WHAT THE TASK ASKS: Considering every line below, count those with the word "Alexander" and give only the result.
___ MATERIAL FOR THIS TASK
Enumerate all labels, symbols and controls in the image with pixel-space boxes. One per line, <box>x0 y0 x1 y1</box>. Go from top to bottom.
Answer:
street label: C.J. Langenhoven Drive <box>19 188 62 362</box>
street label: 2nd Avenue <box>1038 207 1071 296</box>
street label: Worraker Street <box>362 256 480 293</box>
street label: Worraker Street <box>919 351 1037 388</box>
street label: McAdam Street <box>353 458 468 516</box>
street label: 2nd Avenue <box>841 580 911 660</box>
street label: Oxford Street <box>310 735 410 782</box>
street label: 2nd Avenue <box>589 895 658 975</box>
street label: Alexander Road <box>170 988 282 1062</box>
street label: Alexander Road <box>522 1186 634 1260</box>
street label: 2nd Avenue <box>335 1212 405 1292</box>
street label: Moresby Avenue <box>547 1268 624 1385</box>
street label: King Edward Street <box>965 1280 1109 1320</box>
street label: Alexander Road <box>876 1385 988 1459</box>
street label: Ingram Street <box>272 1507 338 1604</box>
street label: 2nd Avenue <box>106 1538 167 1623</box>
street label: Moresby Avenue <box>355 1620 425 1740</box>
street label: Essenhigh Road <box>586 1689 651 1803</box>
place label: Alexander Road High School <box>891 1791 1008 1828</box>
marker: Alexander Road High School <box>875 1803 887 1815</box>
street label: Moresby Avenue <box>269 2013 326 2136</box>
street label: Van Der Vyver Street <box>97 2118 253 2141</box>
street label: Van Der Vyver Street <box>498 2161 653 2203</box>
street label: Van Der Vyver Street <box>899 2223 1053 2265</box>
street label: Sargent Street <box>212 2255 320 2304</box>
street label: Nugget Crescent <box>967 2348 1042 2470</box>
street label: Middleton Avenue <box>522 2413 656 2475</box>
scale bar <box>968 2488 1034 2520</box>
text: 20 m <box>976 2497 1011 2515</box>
______
YOUR RESPONSE: 5